• TASK TO COMPLETE
All of the entries should be written out again exactly.

• GIVEN DATA
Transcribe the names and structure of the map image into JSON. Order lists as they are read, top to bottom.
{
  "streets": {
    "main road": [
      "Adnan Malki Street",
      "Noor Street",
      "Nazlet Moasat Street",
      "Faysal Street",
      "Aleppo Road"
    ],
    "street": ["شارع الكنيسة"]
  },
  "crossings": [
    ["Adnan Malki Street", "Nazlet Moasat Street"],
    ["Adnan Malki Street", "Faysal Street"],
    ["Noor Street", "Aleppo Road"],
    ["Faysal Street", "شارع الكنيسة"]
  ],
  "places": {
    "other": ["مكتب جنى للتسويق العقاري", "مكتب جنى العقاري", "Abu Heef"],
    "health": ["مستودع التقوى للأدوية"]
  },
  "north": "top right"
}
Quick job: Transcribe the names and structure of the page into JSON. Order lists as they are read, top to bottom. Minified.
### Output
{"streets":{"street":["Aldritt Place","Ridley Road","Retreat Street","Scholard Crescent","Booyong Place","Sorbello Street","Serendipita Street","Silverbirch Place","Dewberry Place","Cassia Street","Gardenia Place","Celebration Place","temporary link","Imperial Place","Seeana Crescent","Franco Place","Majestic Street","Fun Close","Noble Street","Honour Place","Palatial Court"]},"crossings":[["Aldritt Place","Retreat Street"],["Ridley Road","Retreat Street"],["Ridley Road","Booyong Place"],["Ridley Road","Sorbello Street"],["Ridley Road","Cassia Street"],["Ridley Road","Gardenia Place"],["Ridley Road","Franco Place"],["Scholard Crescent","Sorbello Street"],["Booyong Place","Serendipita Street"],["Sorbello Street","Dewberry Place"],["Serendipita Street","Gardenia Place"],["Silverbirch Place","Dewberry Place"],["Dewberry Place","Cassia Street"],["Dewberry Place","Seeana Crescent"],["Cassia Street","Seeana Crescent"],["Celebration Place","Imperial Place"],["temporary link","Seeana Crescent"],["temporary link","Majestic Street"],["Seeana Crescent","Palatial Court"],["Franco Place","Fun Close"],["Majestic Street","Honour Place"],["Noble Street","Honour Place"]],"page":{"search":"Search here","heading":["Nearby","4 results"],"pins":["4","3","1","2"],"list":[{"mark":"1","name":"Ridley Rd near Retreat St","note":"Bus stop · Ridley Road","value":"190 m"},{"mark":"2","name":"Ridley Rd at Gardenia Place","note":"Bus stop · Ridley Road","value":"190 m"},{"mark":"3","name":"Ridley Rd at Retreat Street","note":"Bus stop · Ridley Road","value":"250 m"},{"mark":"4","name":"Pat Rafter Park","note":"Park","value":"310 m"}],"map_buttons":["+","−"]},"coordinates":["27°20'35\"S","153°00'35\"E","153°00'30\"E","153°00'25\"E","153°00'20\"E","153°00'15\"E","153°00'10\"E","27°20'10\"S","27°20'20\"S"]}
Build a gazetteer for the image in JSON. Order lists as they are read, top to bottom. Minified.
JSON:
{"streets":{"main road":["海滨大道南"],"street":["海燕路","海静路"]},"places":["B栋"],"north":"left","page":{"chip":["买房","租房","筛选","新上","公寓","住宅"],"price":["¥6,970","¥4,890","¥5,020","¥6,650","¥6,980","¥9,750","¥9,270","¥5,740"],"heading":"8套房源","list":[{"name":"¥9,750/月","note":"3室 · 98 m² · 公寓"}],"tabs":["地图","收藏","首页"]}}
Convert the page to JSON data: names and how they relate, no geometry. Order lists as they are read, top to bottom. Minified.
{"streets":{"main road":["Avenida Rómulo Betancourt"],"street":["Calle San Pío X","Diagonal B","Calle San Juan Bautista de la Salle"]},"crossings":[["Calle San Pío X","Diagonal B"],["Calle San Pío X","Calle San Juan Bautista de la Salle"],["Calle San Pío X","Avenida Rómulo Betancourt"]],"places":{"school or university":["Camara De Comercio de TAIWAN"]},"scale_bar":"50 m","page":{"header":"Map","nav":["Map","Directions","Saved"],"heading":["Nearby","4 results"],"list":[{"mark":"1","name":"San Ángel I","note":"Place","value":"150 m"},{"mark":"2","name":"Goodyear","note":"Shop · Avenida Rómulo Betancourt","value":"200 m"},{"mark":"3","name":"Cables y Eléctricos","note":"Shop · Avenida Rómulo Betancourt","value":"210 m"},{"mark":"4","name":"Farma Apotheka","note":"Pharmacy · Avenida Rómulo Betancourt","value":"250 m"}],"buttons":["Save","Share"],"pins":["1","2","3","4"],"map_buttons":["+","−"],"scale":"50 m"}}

• EXERCISE RESPONSE
Transcribe the names and structure of the map image into JSON. Order lists as they are read, top to bottom.
{
  "streets": {
    "main road": [
      "Adnan Malki Street",
      "Noor Street",
      "Nazlet Moasat Street",
      "Faysal Street",
      "Aleppo Road"
    ],
    "street": ["شارع الكنيسة"]
  },
  "crossings": [
    ["Adnan Malki Street", "Nazlet Moasat Street"],
    ["Adnan Malki Street", "Faysal Street"],
    ["Noor Street", "Aleppo Road"],
    ["Faysal Street", "شارع الكنيسة"]
  ],
  "places": {
    "other": ["مكتب جنى للتسويق العقاري", "مكتب جنى العقاري", "Abu Heef"],
    "health": ["مستودع التقوى للأدوية"]
  },
  "north": "top right"
}
Quick job: Transcribe the names and structure of the page into JSON. Order lists as they are read, top to bottom. Minified.
### Output
{"streets":{"street":["Aldritt Place","Ridley Road","Retreat Street","Scholard Crescent","Booyong Place","Sorbello Street","Serendipita Street","Silverbirch Place","Dewberry Place","Cassia Street","Gardenia Place","Celebration Place","temporary link","Imperial Place","Seeana Crescent","Franco Place","Majestic Street","Fun Close","Noble Street","Honour Place","Palatial Court"]},"crossings":[["Aldritt Place","Retreat Street"],["Ridley Road","Retreat Street"],["Ridley Road","Booyong Place"],["Ridley Road","Sorbello Street"],["Ridley Road","Cassia Street"],["Ridley Road","Gardenia Place"],["Ridley Road","Franco Place"],["Scholard Crescent","Sorbello Street"],["Booyong Place","Serendipita Street"],["Sorbello Street","Dewberry Place"],["Serendipita Street","Gardenia Place"],["Silverbirch Place","Dewberry Place"],["Dewberry Place","Cassia Street"],["Dewberry Place","Seeana Crescent"],["Cassia Street","Seeana Crescent"],["Celebration Place","Imperial Place"],["temporary link","Seeana Crescent"],["temporary link","Majestic Street"],["Seeana Crescent","Palatial Court"],["Franco Place","Fun Close"],["Majestic Street","Honour Place"],["Noble Street","Honour Place"]],"page":{"search":"Search here","heading":["Nearby","4 results"],"pins":["4","3","1","2"],"list":[{"mark":"1","name":"Ridley Rd near Retreat St","note":"Bus stop · Ridley Road","value":"190 m"},{"mark":"2","name":"Ridley Rd at Gardenia Place","note":"Bus stop · Ridley Road","value":"190 m"},{"mark":"3","name":"Ridley Rd at Retreat Street","note":"Bus stop · Ridley Road","value":"250 m"},{"mark":"4","name":"Pat Rafter Park","note":"Park","value":"310 m"}],"map_buttons":["+","−"]},"coordinates":["27°20'35\"S","153°00'35\"E","153°00'30\"E","153°00'25\"E","153°00'20\"E","153°00'15\"E","153°00'10\"E","27°20'10\"S","27°20'20\"S"]}
Build a gazetteer for the image in JSON. Order lists as they are read, top to bottom. Minified.
JSON:
{"streets":{"main road":["海滨大道南"],"street":["海燕路","海静路"]},"places":["B栋"],"north":"left","page":{"chip":["买房","租房","筛选","新上","公寓","住宅"],"price":["¥6,970","¥4,890","¥5,020","¥6,650","¥6,980","¥9,750","¥9,270","¥5,740"],"heading":"8套房源","list":[{"name":"¥9,750/月","note":"3室 · 98 m² · 公寓"}],"tabs":["地图","收藏","首页"]}}
Convert the page to JSON data: names and how they relate, no geometry. Order lists as they are read, top to bottom. Minified.
{"streets":{"main road":["Avenida Rómulo Betancourt"],"street":["Calle San Pío X","Diagonal B","Calle San Juan Bautista de la Salle"]},"crossings":[["Calle San Pío X","Diagonal B"],["Calle San Pío X","Calle San Juan Bautista de la Salle"],["Calle San Pío X","Avenida Rómulo Betancourt"]],"places":{"school or university":["Camara De Comercio de TAIWAN"]},"scale_bar":"50 m","page":{"header":"Map","nav":["Map","Directions","Saved"],"heading":["Nearby","4 results"],"list":[{"mark":"1","name":"San Ángel I","note":"Place","value":"150 m"},{"mark":"2","name":"Goodyear","note":"Shop · Avenida Rómulo Betancourt","value":"200 m"},{"mark":"3","name":"Cables y Eléctricos","note":"Shop · Avenida Rómulo Betancourt","value":"210 m"},{"mark":"4","name":"Farma Apotheka","note":"Pharmacy · Avenida Rómulo Betancourt","value":"250 m"}],"buttons":["Save","Share"],"pins":["1","2","3","4"],"map_buttons":["+","−"],"scale":"50 m"}}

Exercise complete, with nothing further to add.